### YOUR OBJECTIVE:
Nothing should differ between your answer and the records below.

### Stored dataset items:

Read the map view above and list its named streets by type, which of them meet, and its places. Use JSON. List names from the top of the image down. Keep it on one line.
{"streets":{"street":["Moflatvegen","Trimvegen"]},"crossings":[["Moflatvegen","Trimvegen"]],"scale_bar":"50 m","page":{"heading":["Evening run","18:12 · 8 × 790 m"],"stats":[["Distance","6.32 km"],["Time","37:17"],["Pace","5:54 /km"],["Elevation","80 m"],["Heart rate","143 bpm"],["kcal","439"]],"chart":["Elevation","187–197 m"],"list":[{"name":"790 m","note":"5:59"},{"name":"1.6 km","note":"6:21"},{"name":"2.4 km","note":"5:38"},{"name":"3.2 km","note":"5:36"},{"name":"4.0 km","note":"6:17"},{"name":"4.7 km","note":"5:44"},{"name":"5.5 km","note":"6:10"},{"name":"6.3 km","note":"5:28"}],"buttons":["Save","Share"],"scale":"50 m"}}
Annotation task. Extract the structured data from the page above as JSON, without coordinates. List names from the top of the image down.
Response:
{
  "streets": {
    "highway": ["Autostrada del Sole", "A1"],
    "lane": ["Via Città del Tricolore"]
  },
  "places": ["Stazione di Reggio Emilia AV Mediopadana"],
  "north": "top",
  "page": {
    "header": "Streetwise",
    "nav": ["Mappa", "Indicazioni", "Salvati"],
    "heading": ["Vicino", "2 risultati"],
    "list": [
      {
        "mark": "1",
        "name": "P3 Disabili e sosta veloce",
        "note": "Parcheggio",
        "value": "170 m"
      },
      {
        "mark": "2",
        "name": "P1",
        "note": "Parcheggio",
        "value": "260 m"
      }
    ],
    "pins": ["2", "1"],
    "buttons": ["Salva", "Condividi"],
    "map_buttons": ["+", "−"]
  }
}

### ANSWER BOX:
Read the map view above and list its named streets by type, which of them meet, and its places. Use JSON. List names from the top of the image down. Keep it on one line.
{"streets":{"street":["Moflatvegen","Trimvegen"]},"crossings":[["Moflatvegen","Trimvegen"]],"scale_bar":"50 m","page":{"heading":["Evening run","18:12 · 8 × 790 m"],"stats":[["Distance","6.32 km"],["Time","37:17"],["Pace","5:54 /km"],["Elevation","80 m"],["Heart rate","143 bpm"],["kcal","439"]],"chart":["Elevation","187–197 m"],"list":[{"name":"790 m","note":"5:59"},{"name":"1.6 km","note":"6:21"},{"name":"2.4 km","note":"5:38"},{"name":"3.2 km","note":"5:36"},{"name":"4.0 km","note":"6:17"},{"name":"4.7 km","note":"5:44"},{"name":"5.5 km","note":"6:10"},{"name":"6.3 km","note":"5:28"}],"buttons":["Save","Share"],"scale":"50 m"}}
Annotation task. Extract the structured data from the page above as JSON, without coordinates. List names from the top of the image down.
Response:
{
  "streets": {
    "highway": ["Autostrada del Sole", "A1"],
    "lane": ["Via Città del Tricolore"]
  },
  "places": ["Stazione di Reggio Emilia AV Mediopadana"],
  "north": "top",
  "page": {
    "header": "Streetwise",
    "nav": ["Mappa", "Indicazioni", "Salvati"],
    "heading": ["Vicino", "2 risultati"],
    "list": [
      {
        "mark": "1",
        "name": "P3 Disabili e sosta veloce",
        "note": "Parcheggio",
        "value": "170 m"
      },
      {
        "mark": "2",
        "name": "P1",
        "note": "Parcheggio",
        "value": "260 m"
      }
    ],
    "pins": ["2", "1"],
    "buttons": ["Salva", "Condividi"],
    "map_buttons": ["+", "−"]
  }
}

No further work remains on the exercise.